1.盆地特有の寒暖差と肥沃な土壌、豊かな水資源が米をおいしくする
会津若松市は、福島県の西部に位置しており、西は越後山脈、東は奥羽山脈に囲まれた会津盆地の中心にあります。一級河川阿賀野川をはじめ、それぞれの山脈に源流をもつ川が地域一帯に流れており、ミネラルが豊富な水源と粘土質の土壌が米の栽培に適しているため、古くから米どころとして知られていました。また、日中と夜間の寒暖差が大きく、米が栄養をため込もうとするため、甘みと旨味たっぷりのお米に育ちます。
2.会津若松の土地にあった自然栽培を父の代から模索
「長尾農園」は会津若松で江戸時代から続く伝統ある農家。1992年に康大さんの父である好章さんが「野菜や米を食べる人の健康だけでなく、環境を汚染しない農業を」と、有機栽培を始めました。その後、無肥料でリンゴを栽培していた「奇跡のリンゴ」で知られる木村秋則さんに話を聞いて感銘を受け、2010年からは米は自然栽培で育て、米の種に関しては14年間、自家採種を行っています。長男の康大さんは就農してからまもなく、「福岡正信自然農園」をはじめとする関西の自然栽培を実践している農家を訪ね、会津若松に戻って土地の特性とすり合わせながら独自の自然栽培を模索しました。
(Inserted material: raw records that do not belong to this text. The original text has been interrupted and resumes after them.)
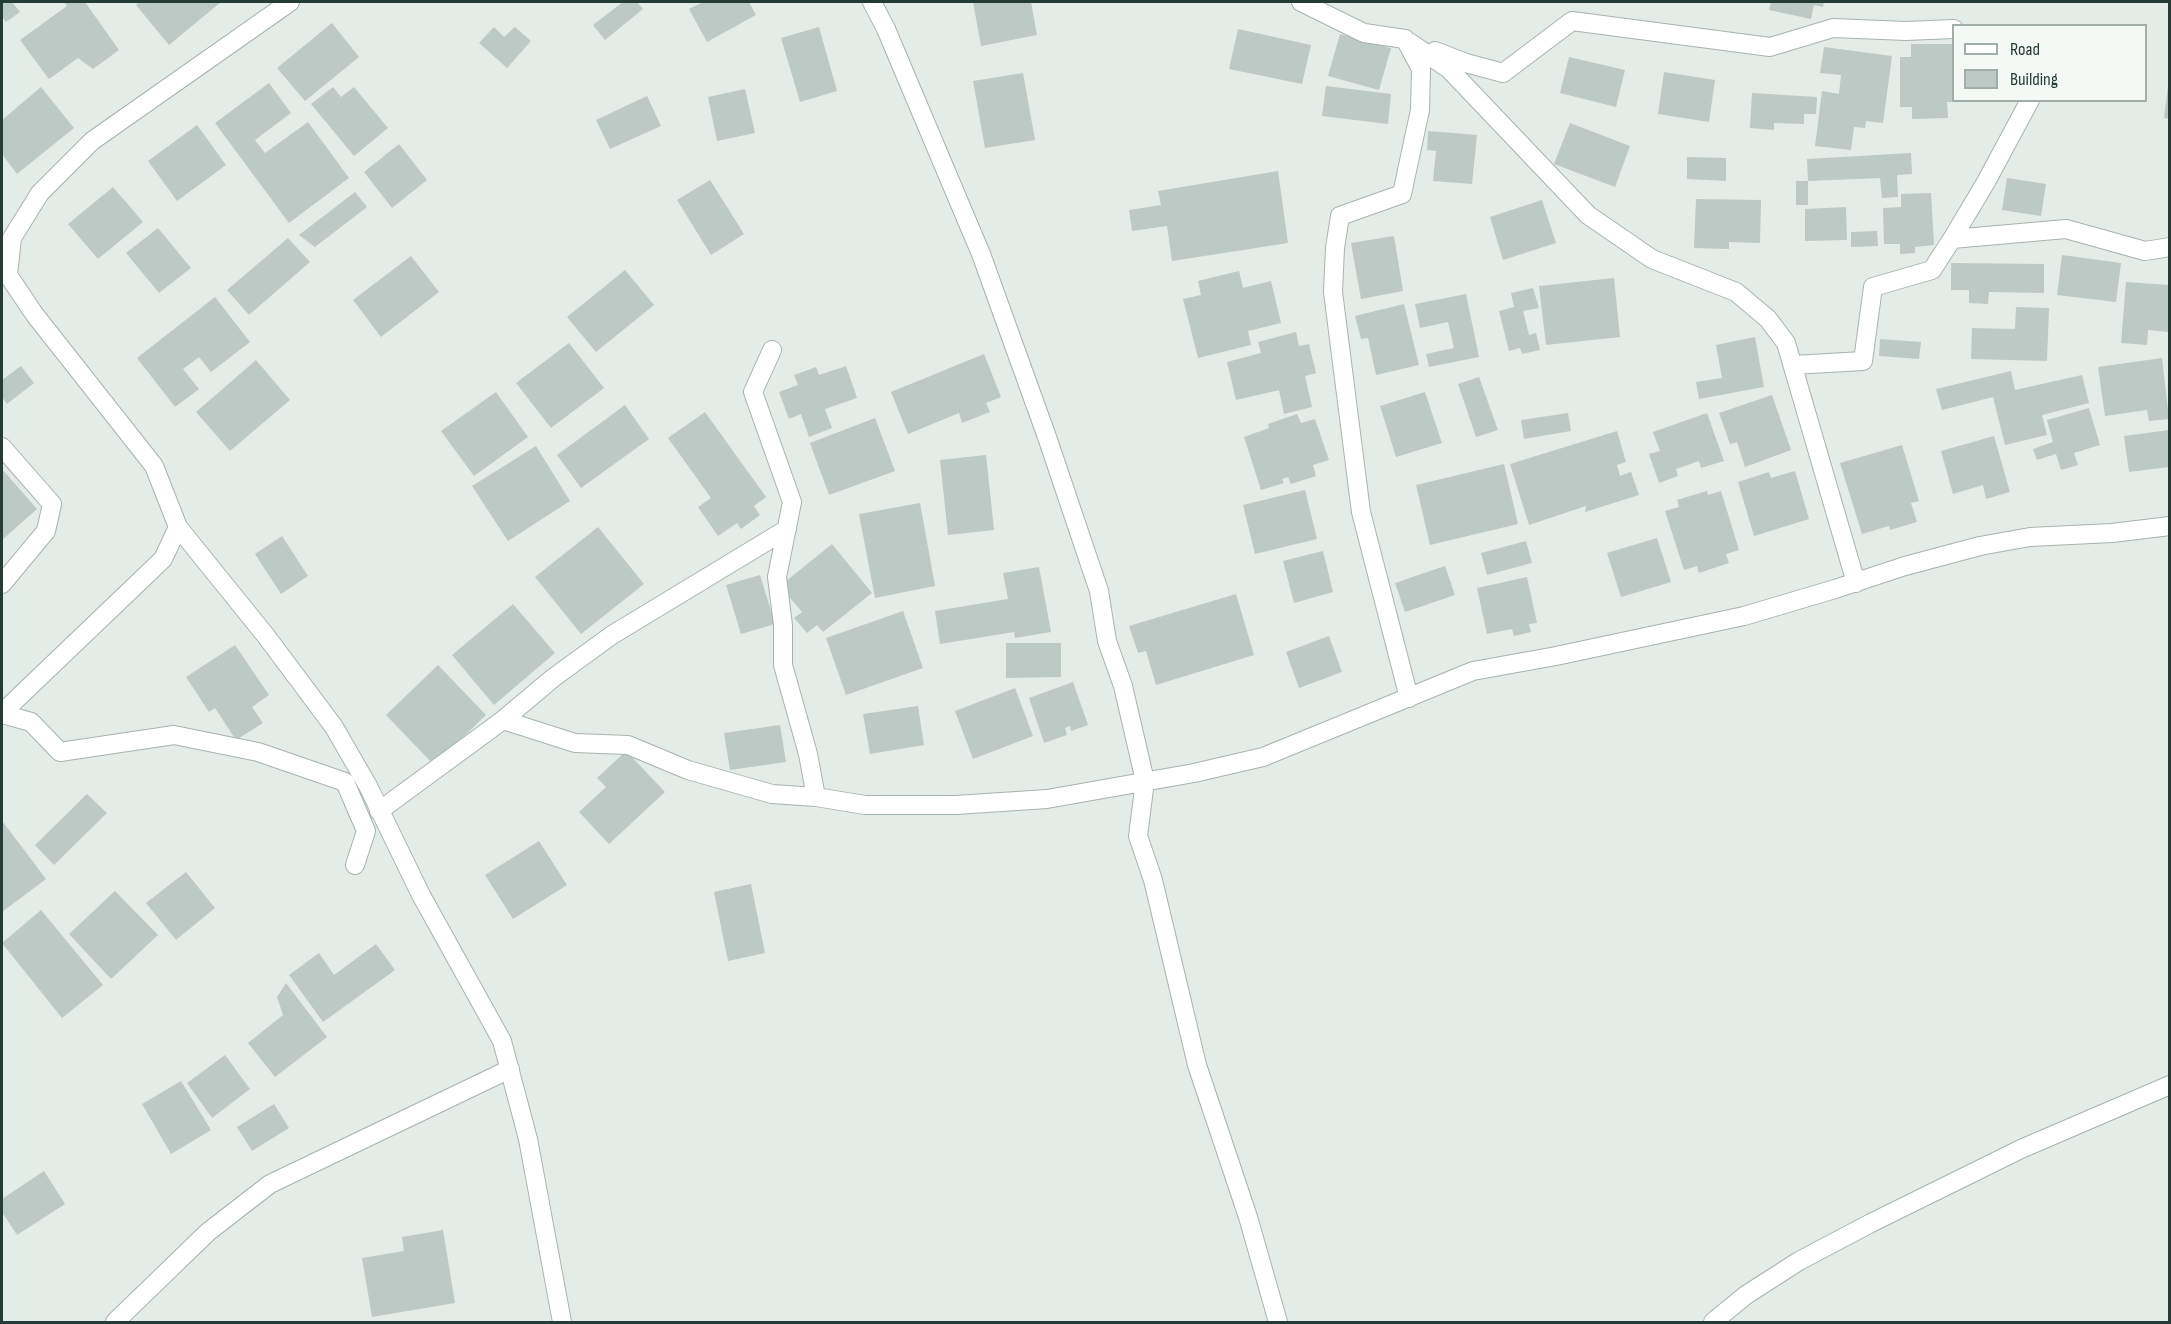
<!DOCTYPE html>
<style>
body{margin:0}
#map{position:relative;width:2171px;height:1324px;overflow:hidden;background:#e4ece8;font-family:"Sofia Sans Condensed",sans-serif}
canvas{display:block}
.frame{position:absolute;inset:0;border:3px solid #253b36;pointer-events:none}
.legend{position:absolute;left:1952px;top:24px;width:195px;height:78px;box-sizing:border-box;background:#f4f9f6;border:2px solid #a1ada9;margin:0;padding:8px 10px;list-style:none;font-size:18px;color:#253b36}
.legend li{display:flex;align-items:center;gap:12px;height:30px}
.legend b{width:30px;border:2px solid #a1ada9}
</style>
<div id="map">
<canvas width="2171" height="1324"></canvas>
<div class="frame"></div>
<ul class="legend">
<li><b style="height:8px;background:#fff"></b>Road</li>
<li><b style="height:16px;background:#bcc9c4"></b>Building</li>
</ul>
</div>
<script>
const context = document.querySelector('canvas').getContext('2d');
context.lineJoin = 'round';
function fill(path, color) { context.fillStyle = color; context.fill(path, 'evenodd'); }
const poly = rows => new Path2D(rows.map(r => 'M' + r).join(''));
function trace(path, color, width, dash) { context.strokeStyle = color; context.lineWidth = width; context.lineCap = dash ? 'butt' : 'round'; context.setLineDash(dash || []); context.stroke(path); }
const building = poly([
 [2,2,12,2,20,12,6,22,2,17],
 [64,2,85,2,119,50,93,69,78,58,49,79,20,40,67,6],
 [140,2,221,2,169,45,136,5],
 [623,2,637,2,643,9,605,40,593,25],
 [703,2,749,2,756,15,707,42,689,9],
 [973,2,1031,2,1037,35,981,46],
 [1771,2,1824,2,1823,7,1814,5,1811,19,1769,10],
 [332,23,359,57,305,101,277,68],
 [494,27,504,37,515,27,531,41,507,68,479,43],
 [819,27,837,91,800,102,781,38],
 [1238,29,1311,45,1302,84,1229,69],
 [1340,34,1391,48,1379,90,1328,76],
 [1911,44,1953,44,1953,102,1947,102,1948,118,1912,119,1912,107,1900,107,1900,57,1911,57],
 [1824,47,1892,56,1883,123,1866,121,1865,128,1854,127,1851,150,1815,146,1822,91,1839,94,1841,75,1820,73],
 [1569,57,1625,70,1616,107,1560,93],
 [1664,72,1715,80,1709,122,1658,114],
 [1023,73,1035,140,985,148,973,81],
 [269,83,291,113,255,140,265,153,308,122,349,178,289,223,215,123],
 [1326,86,1391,94,1388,124,1322,116],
 [2168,86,2169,87,2169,119,2164,118],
 [41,87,74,128,17,174,2,154,2,120],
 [333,87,341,97,354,87,388,128,354,156,311,104],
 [745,89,755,133,717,141,708,97],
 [1752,93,1817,97,1816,114,1804,114,1804,124,1774,123,1774,130,1750,128],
 [647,96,661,126,610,149,596,120],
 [1570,123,1630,146,1615,187,1554,164],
 [197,125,226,165,177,201,148,161],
 [1428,131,1477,135,1472,184,1433,181,1436,151,1427,150],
 [399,144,427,180,392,208,364,172],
 [1911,153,1912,174,1897,175,1898,197,1882,198,1880,178,1808,181,1807,159],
 [1687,157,1726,158,1726,181,1687,179],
 [1278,171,1288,243,1172,261,1167,226,1132,231,1129,210,1161,205,1158,191],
 [2007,178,2046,184,2041,216,2002,210],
 [710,180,744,234,711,255,677,200],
 [1796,181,1808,181,1808,205,1796,205],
 [113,187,143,222,98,259,68,224],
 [355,192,367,207,315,247,299,235],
 [1931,193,1934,245,1915,247,1915,253,1900,254,1900,244,1884,244,1883,208,1901,207,1901,194],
 [1696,199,1761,200,1760,243,1729,242,1729,249,1694,248],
 [1542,200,1556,243,1503,260,1490,217],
 [1846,207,1847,240,1805,241,1805,209],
 [158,228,191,268,159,293,126,253],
 [1877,231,1878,246,1851,247,1851,232],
 [1394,236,1403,291,1361,299,1351,243],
 [288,238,310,262,249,315,227,290],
 [2062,255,2121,263,2116,302,2057,295],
 [411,256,439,292,381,337,353,300],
 [1951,263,2044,264,2044,293,1989,292,1988,304,1969,303,1969,290,1951,290],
 [625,270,654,305,596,352,567,317],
 [1239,271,1243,288,1271,281,1281,323,1248,331,1251,345,1198,358,1183,299,1201,295,1198,281],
 [1614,278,1620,337,1546,345,1539,286],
 [2126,282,2169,285,2169,332,2148,330,2147,345,2121,343],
 [1533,288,1539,308,1523,311,1529,335,1536,333,1540,350,1522,354,1520,348,1509,351,1499,311,1514,307,1511,293],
 [1466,294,1479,357,1429,367,1426,354,1454,348,1448,322,1420,328,1415,304],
 [215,297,250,342,211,372,199,357,183,369,199,389,175,407,137,358],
 [1404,304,1419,365,1376,375,1368,338,1361,339,1355,316],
 [2016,307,2049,308,2047,361,1971,359,1972,328,2015,329],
 [1296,332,1299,346,1309,344,1316,373,1305,376,1312,407,1284,414,1279,390,1236,400,1227,362,1261,353,1258,342],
 [1755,337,1764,387,1699,399,1696,382,1722,378,1716,345],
 [1880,339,1921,342,1919,359,1879,356],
 [569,343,604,388,551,428,516,383],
 [984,354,1001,397,986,403,990,412,962,423,959,413,908,434,891,392],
 [2162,358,2169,419,2149,421,2147,410,2105,416,2098,367],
 [256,360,290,400,230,451,196,412],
 [21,366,34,383,7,404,2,397,2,380],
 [846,366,857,398,825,409,832,428,809,437,801,414,789,419,779,392,798,385,794,375,816,367,819,375],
 [2011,371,2015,390,2082,375,2089,403,2042,415,2047,435,2005,445,1993,397,1942,410,1936,389],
 [1479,377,1498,430,1476,437,1458,384],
 [496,392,528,437,474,476,441,431],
 [1425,392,1442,443,1396,457,1380,406],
 [1772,395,1791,450,1745,467,1737,442,1730,444,1719,413],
 [625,405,649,439,581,488,557,455],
 [2089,408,2100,445,2074,453,2078,465,2061,470,2056,454,2037,460,2033,449,2053,442,2047,420],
 [705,412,766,497,754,506,760,515,741,529,737,523,718,536,698,507,711,498,668,438],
 [1568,413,1571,431,1524,439,1521,420],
 [1707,413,1724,461,1701,468,1699,461,1676,469,1678,476,1659,483,1649,454,1660,451,1653,432],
 [1297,414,1301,423,1315,419,1329,460,1313,465,1316,476,1291,484,1288,477,1282,479,1284,483,1261,490,1244,437,1269,428,1268,424],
 [875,418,895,471,829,495,810,443],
 [2169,430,2169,467,2129,472,2124,436],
 [1617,431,1626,462,1617,465,1620,476,1631,472,1639,495,1585,512,1586,506,1529,525,1510,464],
 [1994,436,2010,492,1986,499,1983,485,1953,494,1941,451],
 [1902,445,1919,501,1911,503,1917,522,1890,530,1889,526,1862,534,1840,463],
 [536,446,570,501,508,541,472,486],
 [986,455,994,530,948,535,940,460],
 [1504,464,1518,524,1430,545,1416,485],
 [2,469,37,509,2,540],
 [1795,471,1809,519,1754,536,1738,482,1769,472,1771,478],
 [1305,490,1317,539,1255,554,1243,505],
 [1707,491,1708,495,1721,491,1739,550,1726,554,1729,563,1699,573,1697,566,1684,570,1665,511,1679,507,1677,500],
 [920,503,935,586,875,598,859,514],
 [598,527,644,584,581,634,535,577],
 [282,536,308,576,281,594,255,554],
 [1657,538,1671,582,1621,597,1607,553],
 [1526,541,1532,563,1487,575,1481,553],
 [832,544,872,593,823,632,817,625,807,633,794,618,802,612,780,586],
 [1323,551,1333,592,1294,603,1283,561],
 [1445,566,1455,595,1405,612,1395,583],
 [1039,567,1051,632,1015,638,1014,632,940,644,935,611,1008,599,1003,573],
 [760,575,775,624,741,634,726,585],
 [1527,577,1537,623,1529,624,1531,632,1514,636,1512,629,1487,634,1477,588],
 [1236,594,1254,655,1156,685,1146,651,1138,653,1129,626],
 [513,604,555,653,494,705,452,655],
 [903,611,923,668,846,695,826,638],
 [1329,636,1342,672,1299,688,1286,652],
 [1006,643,1061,643,1061,677,1006,678],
 [235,645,269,695,252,707,263,723,236,740,215,708,209,712,186,677],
 [438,665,486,715,434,765,386,715],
 [1073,682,1088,725,1071,731,1070,726,1065,728,1067,735,1044,743,1029,698],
 [1015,688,1033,736,973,759,955,711],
 [918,706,924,745,870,754,863,714],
 [780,725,786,762,730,770,724,733],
 [626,751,665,792,609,844,579,812,606,787,597,778],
 [87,794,107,813,54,865,35,845],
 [3,822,46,879,2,912,2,823],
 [539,841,567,885,513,919,485,875],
 [186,872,215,908,176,940,146,903],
 [751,884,765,953,728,961,714,892],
 [115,891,158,935,111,979,69,934],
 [41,910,103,985,62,1018,2,943],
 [376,944,395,970,323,1022,289,975,319,953,334,975],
 [286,983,327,1037,275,1077,248,1043,283,1015,277,997],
 [225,1055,250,1089,212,1118,187,1083],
 [181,1081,211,1130,171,1154,142,1104],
 [274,1104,289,1128,252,1151,237,1127],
 [44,1171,65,1204,17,1235,2,1212,2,1199],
 [443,1230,455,1303,372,1317,362,1258,404,1251,402,1237]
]);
const minor = poly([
 [872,2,886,29,981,254,1047,437,1099,591,1107,641,1123,686,1145,781,1138,836,1153,880,1197,1065,1248,1217,1278,1322],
 [1301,2,1364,33,1405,39,1421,69,1420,110,1402,194,1340,216,1335,248,1333,292,1361,512,1409,698],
 [1409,42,1449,69,1588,215,1652,259,1736,292,1768,319,1786,343,1856,583],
 [1435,51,1466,63,1503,73,1572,21,1770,47,1833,28,1906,31,1954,29],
 [1952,239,2066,229,2145,251,2170,247],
 [772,350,753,392,792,502,777,577,783,625,783,665,808,754,816,797],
 [1793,365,1863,361,1873,287,1932,270,1952,239,1986,182,2030,100],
 [2,447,52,504,46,531,2,584],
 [178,527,266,636,334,727,368,786,421,895,502,1041,528,1139,562,1322],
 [2,713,163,559,178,527,154,466,35,315,8,275,12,238,40,193,92,141,290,2],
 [2,714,31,722,60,752,174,735,258,752,345,782,366,831,355,865],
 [503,720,575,743,628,745,688,770,772,794,816,797,865,805,956,805,1047,799,1194,773,1263,757,1473,671,1556,656,1744,616,1835,589,1905,566,1980,546,2030,537,2112,533,2170,526],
 [379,811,503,720,553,678,612,635,787,529],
 [115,1322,208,1232,270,1184,510,1069],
 [1713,1322,1746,1295,1799,1261,1871,1223,2021,1149,2170,1085]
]);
fill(building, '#bcc9c4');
trace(minor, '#a7b3af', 20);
trace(minor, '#fff', 18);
</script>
3.父と母、兄弟姉妹含めて家族11人で愛情たっぷりの米を栽培
康大さんは9人兄弟姉妹の長男。今は就職して遠方で働いている弟妹もいますが、康大さんを中心に、父や母、兄弟姉妹と家族で助け合いながら米作りを行っています。コンセプトは「自然によりそった幸せを、あなたと共に」。長尾農園のお米がどこかやさしい味わいなのは、家族の愛情がつまっているからかもしれません。